About this task
Work out how many lines in the data include the string "setLineDash"; reply with that number alone.
*** Opening Recorded data ***
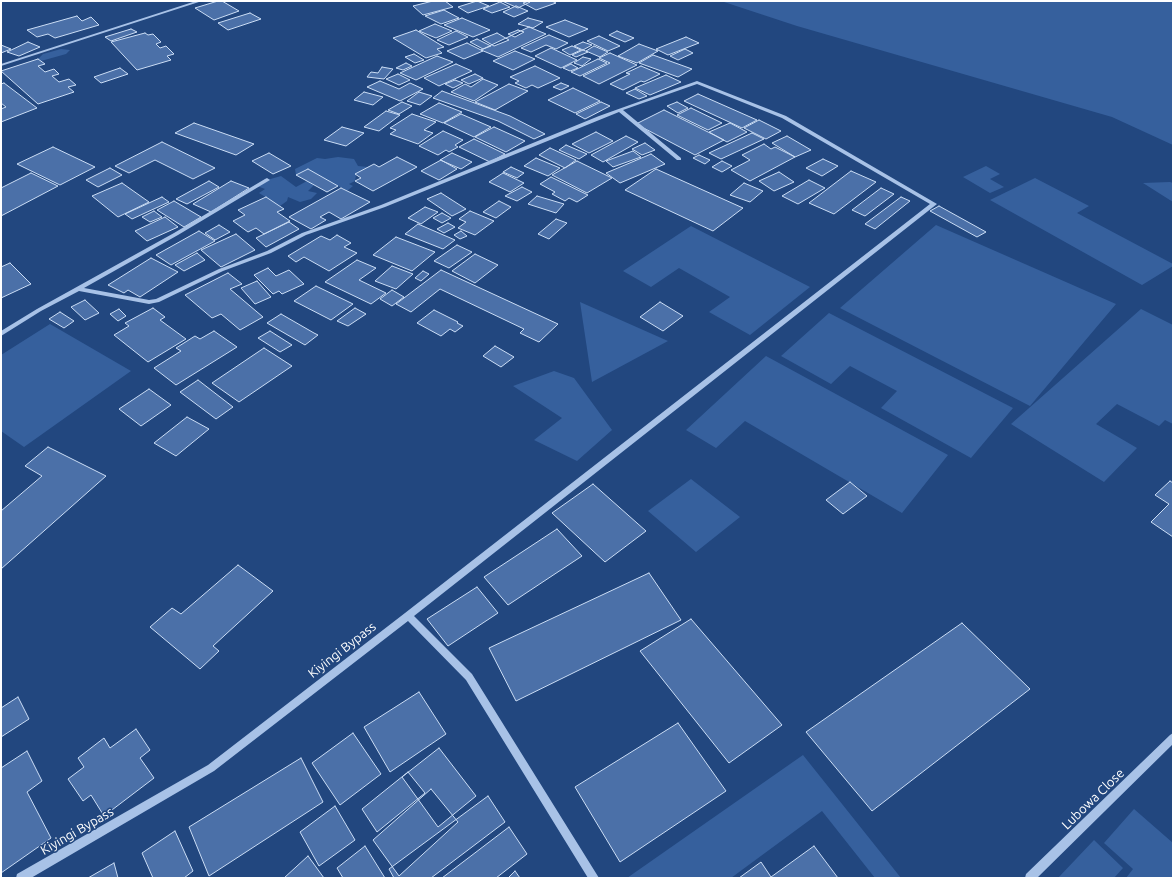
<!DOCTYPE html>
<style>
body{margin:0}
#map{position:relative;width:1174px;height:879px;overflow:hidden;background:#22477f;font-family:Ubuntu,sans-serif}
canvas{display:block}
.frame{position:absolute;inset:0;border:2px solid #fff;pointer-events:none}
</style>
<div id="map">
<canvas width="1174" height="879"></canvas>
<div class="frame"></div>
</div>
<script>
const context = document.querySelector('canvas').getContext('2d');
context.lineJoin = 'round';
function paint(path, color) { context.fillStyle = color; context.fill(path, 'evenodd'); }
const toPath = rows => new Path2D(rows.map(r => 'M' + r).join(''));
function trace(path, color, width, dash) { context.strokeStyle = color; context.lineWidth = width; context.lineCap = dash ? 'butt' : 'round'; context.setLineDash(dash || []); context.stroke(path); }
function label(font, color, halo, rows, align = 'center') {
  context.font = font + ' Ubuntu,sans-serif'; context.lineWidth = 3; context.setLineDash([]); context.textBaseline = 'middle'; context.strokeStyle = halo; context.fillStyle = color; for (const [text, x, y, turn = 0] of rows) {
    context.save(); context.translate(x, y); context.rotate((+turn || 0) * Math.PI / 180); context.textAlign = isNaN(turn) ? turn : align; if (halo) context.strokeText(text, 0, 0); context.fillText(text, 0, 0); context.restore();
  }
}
paint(toPath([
 [721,1,1173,1,1173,145,1112,117,797,26],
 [61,49,70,50,66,54,41,61,38,59,43,54],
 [338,157,354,159,358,166,368,167,356,175,355,181,349,184,353,186,347,191,308,169,296,175,295,169,317,158,325,159],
 [986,166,1000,174,990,179,1004,187,990,193,963,177],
 [281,176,296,187,307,181,314,185,308,191,317,193,311,199,300,202,288,197,287,201,280,206,259,193,265,189,257,186,267,180],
 [1035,178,1089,206,1077,213,1173,264,1173,266,1142,285,990,200],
 [1170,182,1173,183,1173,202,1143,183],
 [936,225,1116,304,1030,406,840,308],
 [691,226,810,287,750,335,709,312,730,297,679,268,651,287,623,271],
 [580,302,668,341,592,382],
 [1141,309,1173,325,1173,424,1165,420,1159,426,1117,404,1096,424,1137,448,1104,482,1011,424],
 [829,313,1013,408,971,458,881,408,897,391,850,366,831,384,781,356],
 [50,324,131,371,24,447,1,431,1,355],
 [766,356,948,455,902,513,745,421,716,448,686,430],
 [554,371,574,378,612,430,577,461,534,440,562,418,513,386],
 [691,479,740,517,696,552,648,511],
 [803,755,901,878,875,878,822,811,731,878,627,878],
 [1134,809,1173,843,1173,878,1126,878,1133,869,1104,843],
 [1094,840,1123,868,1114,878,1058,878]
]), '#36609d');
const building = toPath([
 [218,1,222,1,239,11,214,20,195,8,218,1],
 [433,1,445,1,453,7,423,15,413,6,433,1],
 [477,1,489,6,468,13,458,7,477,1],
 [502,1,526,1,530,2,518,8,502,1],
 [530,1,552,1,556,3,536,10,523,3,530,1],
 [500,2,510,7,492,13,483,9,500,2],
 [516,6,528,11,514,17,503,12,516,6],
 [444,10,459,18,441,24,425,16,444,10],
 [250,13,261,19,228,30,218,23,250,13],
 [77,16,82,21,91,17,99,25,55,38,48,34,37,37,27,30,77,16],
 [462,18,490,30,473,37,444,25,462,18],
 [528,18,543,22,533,28,518,24,528,18],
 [565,20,588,29,569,37,546,27,565,20],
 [435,24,452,31,436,38,419,31,435,24],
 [529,27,546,34,498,57,481,50,529,27],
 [131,29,137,32,111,41,105,37,131,29],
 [416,30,444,47,437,49,442,53,426,58,393,38,416,30],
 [518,30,524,32,515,37,508,34,518,30],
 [456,31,468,37,449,45,437,40,456,31],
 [617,31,634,38,625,42,609,35,617,31],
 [145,33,148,35,153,34,161,42,156,44,160,48,166,46,174,54,167,56,171,60,137,70,111,42,145,33],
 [497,33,509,40,494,46,482,39,497,33],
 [549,35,568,43,556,49,546,45,531,52,521,48,549,35],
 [599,36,620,46,608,51,587,41,599,36],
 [686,37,699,43,668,55,656,49,686,37],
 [477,39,491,46,483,49,470,42,477,39],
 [28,42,40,47,19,56,7,52,28,42],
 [583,42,592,45,583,50,574,46,583,42],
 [467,43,483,51,464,59,447,51,467,43],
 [639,44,658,51,637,63,618,56,639,44],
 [1,45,11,49,1,53,1,45],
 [572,46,581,50,570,55,562,50,572,46],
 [594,46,608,52,600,57,586,51,594,46],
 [551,48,577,60,561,68,535,56,551,48],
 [685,49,693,53,678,60,670,56,685,49],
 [583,50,588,52,576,57,572,55,583,50],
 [515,51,535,59,513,70,493,61,515,51],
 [610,53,637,65,599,84,583,76,610,63,599,58,610,53],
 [414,54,424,60,415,63,405,57,414,54],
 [653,55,692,69,678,77,639,63,653,55],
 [437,56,453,62,416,80,400,73,437,56],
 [583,57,591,59,582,66,574,63,583,57],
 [38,59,45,64,38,66,45,72,54,69,59,74,52,76,59,82,69,79,76,85,68,87,74,92,38,104,1,71,38,59],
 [598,59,607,63,580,76,571,72,598,59],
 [406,63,412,66,403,70,396,68,406,63],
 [456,64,472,71,439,86,424,78,456,64],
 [571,64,578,68,570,71,563,68,571,64],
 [535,66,560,78,538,88,532,85,526,88,515,83,519,81,510,77,535,66],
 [641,66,660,74,644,82,641,81,623,90,610,84,630,74,626,73,641,66],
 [382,67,393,69,384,79,367,77,371,72,378,73,382,67],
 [120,68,128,74,101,83,94,77,120,68],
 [398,74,410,80,399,85,386,79,398,74],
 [475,74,483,78,469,84,461,80,475,74],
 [666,75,681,82,650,95,635,88,666,75],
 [483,79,498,85,474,101,451,92,465,84,471,87,483,79],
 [455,80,463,83,453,88,445,84,455,80],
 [380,81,399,89,410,83,423,89,400,101,367,87,380,81],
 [4,83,37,108,1,122,1,109,6,107,1,103,1,84,4,83],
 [561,83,569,86,561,90,553,87,561,83],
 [509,84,528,91,495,110,475,102,509,84],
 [573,88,600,101,575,113,548,100,573,88],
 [635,89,647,96,639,99,626,93,635,89],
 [442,91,510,116,545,134,534,139,498,121,433,98,442,91],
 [364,92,383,97,373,105,354,100,364,92],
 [419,92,432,96,420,105,407,101,419,92],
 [698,94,757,120,742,128,684,101,698,94],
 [402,102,412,106,399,114,388,110,402,102],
 [601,102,610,106,585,119,576,114,601,102],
 [677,102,688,108,678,113,667,106,677,102],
 [439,103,462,112,443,123,420,114,439,103],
 [691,108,722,123,708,130,677,115,691,108],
 [664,110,724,140,695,155,636,124,664,110],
 [386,111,400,115,379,131,364,127,386,111],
 [412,114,436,122,424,130,433,133,418,144,390,134,396,130,390,128,412,114],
 [461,114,491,127,474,137,444,123,461,114],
 [759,120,781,131,766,139,744,128,759,120],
 [194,123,254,144,236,155,175,133,194,123],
 [730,123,747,132,727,142,709,132,730,123],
 [342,127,364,133,346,146,324,140,342,127],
 [494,127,525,141,506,152,475,137,494,127],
 [443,131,463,140,455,145,458,147,449,152,446,150,438,155,419,146,443,131],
 [596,132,613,141,589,153,572,144,596,132],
 [752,133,764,139,721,159,709,153,752,133],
 [626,136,638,142,603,162,591,155,626,136],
 [787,136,811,150,795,157,772,143,787,136],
 [474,139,505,154,490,162,459,147,474,139],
 [162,142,215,168,193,179,155,160,129,173,115,166,162,142],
 [645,143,655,150,642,155,632,149,645,143],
 [764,144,771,149,775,147,795,157,750,181,731,170,750,160,742,155,764,144],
 [566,145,587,154,579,159,559,150,566,145],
 [53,147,95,167,60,185,17,164,53,147],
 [550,148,576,160,565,168,539,155,550,148],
 [633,151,641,157,613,167,606,161,633,151],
 [269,153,291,166,273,174,252,161,269,153],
 [452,153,472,162,461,169,440,160,452,153],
 [651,154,665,164,620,183,606,173,651,154],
 [699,155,710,160,705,164,693,158,699,155],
 [397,157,417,167,373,191,355,181,361,178,355,174,374,164,379,167,397,157],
 [536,158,560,168,548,176,524,166,536,158],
 [823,159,838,166,822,176,806,168,823,159],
 [441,160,457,169,439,180,421,171,441,160],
 [577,161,612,178,587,193,552,175,577,161],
 [722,161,732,166,722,172,712,167,722,161],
 [511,167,524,173,517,178,503,172,511,167],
 [110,168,122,175,98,187,86,180,110,168],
 [308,169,338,186,327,192,296,175,308,169],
 [656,169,743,208,713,231,625,190,656,169],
 [851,171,876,182,834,214,809,203,851,171],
 [779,172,794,182,774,191,759,181,779,172],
 [31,173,58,186,1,216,1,188,31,173],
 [503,173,524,183,510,192,489,182,503,173],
 [551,177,588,195,577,202,569,198,565,201,552,194,555,192,540,184,551,177],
 [809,180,825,188,798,204,782,196,809,180],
 [209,181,219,187,187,204,176,199,209,181],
 [231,181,249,188,211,212,193,204,231,181],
 [122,183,149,202,118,217,92,196,122,183],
 [744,183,763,191,750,202,730,195,744,183],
 [522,187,532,192,517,201,505,196,522,187],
 [341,188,370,202,341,219,329,212,320,217,326,220,311,229,289,217,341,188],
 [881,188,894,194,865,216,852,210,881,188],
 [441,193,466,209,452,216,427,199,441,193],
 [537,196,564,204,556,213,528,204,537,196],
 [162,197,169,202,132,219,125,214,162,197],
 [266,197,284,209,277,212,290,221,264,234,256,228,248,232,233,221,245,215,238,210,266,197],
 [901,197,910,201,875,229,865,224,901,197],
 [174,201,201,217,184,227,157,210,174,201],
 [499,201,511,207,496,218,483,212,499,201],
 [939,206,986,232,977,237,930,211,939,206],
 [425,207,438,212,421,224,408,218,425,207],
 [154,211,162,217,150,222,142,217,154,211],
 [470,211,494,221,475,235,458,228,466,222,459,219,470,211],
 [442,213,451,218,442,223,433,218,442,213],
 [165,217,178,227,147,241,135,231,165,217],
 [556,219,567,223,549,239,538,234,556,219],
 [289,222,299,229,266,247,256,238,289,222],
 [448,223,455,227,444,233,437,229,448,223],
 [418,224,455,240,443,249,405,234,418,224],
 [219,225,230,232,215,240,205,233,219,225],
 [199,231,215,241,171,265,156,255,199,231],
 [461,231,467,236,460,239,454,235,461,231],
 [236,234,255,250,221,267,201,250,236,234],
 [337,235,351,243,344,247,357,253,329,271,304,257,296,262,288,256,321,236,330,240,337,235],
 [396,237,435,252,412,271,373,255,396,237],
 [457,245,472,252,449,268,434,261,457,245],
 [197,253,205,260,184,271,175,265,197,253],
 [475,254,498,265,475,283,452,271,475,254],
 [151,258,178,272,140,297,128,290,124,293,108,285,151,258],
 [357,260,376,268,359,280,386,293,371,304,325,282,357,260],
 [10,263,31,284,1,298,1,267,10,263],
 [392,266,413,274,396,289,375,281,392,266],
 [268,268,276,276,289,270,304,284,282,294,279,291,273,294,254,275,268,268],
 [441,270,558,324,539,342,520,333,524,329,440,289,411,312,396,304,441,270],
 [423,271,429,274,421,281,415,278,423,271],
 [228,273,242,284,230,289,263,317,240,330,221,314,212,318,185,295,228,273],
 [257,281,271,297,255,304,241,288,257,281],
 [316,286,353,304,331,320,294,301,316,286],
 [392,290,404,297,392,306,380,299,392,290],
 [85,300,99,313,85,320,71,307,85,300],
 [660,302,683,316,663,331,640,317,660,302],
 [153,308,165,317,160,320,186,339,148,362,114,335,129,326,125,323,153,308],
 [355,308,366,314,348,326,337,321,355,308],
 [119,309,126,316,118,321,110,314,119,309],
 [434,310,458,322,457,323,463,326,455,332,450,329,441,336,417,323,434,310],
 [60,312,74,321,64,328,49,319,60,312],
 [281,314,314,333,318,335,305,345,267,323,281,314],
 [214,331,237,347,176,385,154,368,181,351,176,348,195,336,200,339,214,331],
 [270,331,292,345,280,352,258,338,270,331],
 [495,346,514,357,501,367,483,356,495,346],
 [264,348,292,366,239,402,212,383,264,348],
 [198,380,233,407,216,419,180,392,198,380],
 [149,389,171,405,141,426,119,409,149,389],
 [187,417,209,429,176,456,154,443,187,417],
 [48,447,106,476,1,569,1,511,42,476,25,466,48,447],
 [1170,481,1173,483,1173,537,1151,522,1169,504,1155,495,1170,481],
 [850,482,867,496,843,514,826,500,850,482],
 [593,484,646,531,605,562,552,513,593,484],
 [557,529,582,556,508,605,484,577,557,529],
 [238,565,273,591,213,646,219,651,200,669,150,627,172,608,181,614,238,565],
 [649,573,681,620,516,701,489,648,649,573],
 [477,587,498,613,448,646,427,619,477,587],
 [691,619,782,725,729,763,640,651,691,619],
 [962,623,1030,689,872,811,806,732,962,623],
 [419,692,446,734,390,772,364,727,419,692],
 [18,697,29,719,1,737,1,708,18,697],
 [678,723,726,791,620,862,575,787,678,723],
 [136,729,150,750,140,758,154,778,104,816,91,795,83,801,68,779,84,767,78,758,104,738,110,748,136,729],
 [353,733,381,774,340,805,312,763,353,733],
 [439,748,476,796,438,827,402,777,439,748],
 [27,751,42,781,27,792,51,838,1,873,1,768,27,751],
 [301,758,323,802,209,876,189,827,301,758],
 [408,772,425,793,377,832,362,809,408,772],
 [431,789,458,822,399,876,373,840,431,789],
 [488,796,505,822,431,878,394,878,389,869,488,796],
 [335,806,355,840,319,866,300,832,335,806],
 [509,827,527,854,496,878,442,878,509,827],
 [175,831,193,871,184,878,153,878,142,853,175,831],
 [365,846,385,878,343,878,337,868,365,846],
 [814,846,838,878,739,878,761,862,771,877,814,846],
 [308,856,324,878,284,878,308,856],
 [114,863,118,878,88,878,114,863],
 [515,871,520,878,508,878,515,871]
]);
paint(building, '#4b70a8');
trace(building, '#cbddf5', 1);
paint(toPath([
 [196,1,202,1,1,66,1,64,196,1],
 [697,81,786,116,937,204,414,616,472,674,599,878,588,878,466,680,408,621,214,771,31,878,16,878,17,874,208,765,405,613,930,204,782,118,697,84,623,110,681,158,681,160,677,160,619,112,385,207,306,235,271,253,223,271,159,302,149,304,79,291,41,311,1,336,1,331,37,309,174,233,265,179,267,178,270,180,178,235,84,288,149,300,156,299,219,269,267,251,302,233,381,205,599,116,697,81],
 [1173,733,1173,744,1037,878,1025,878,1026,874,1170,735,1173,733]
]), '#a8c2e7');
label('13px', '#fff', '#22477f', [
 ["Kiyingi Bypass",342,650,-38],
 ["Lubowa Close",1093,799,-44],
 ["Kiyingi Bypass",77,831,-30]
]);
</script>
*** Closing Recorded data ***
Solution to the problem
2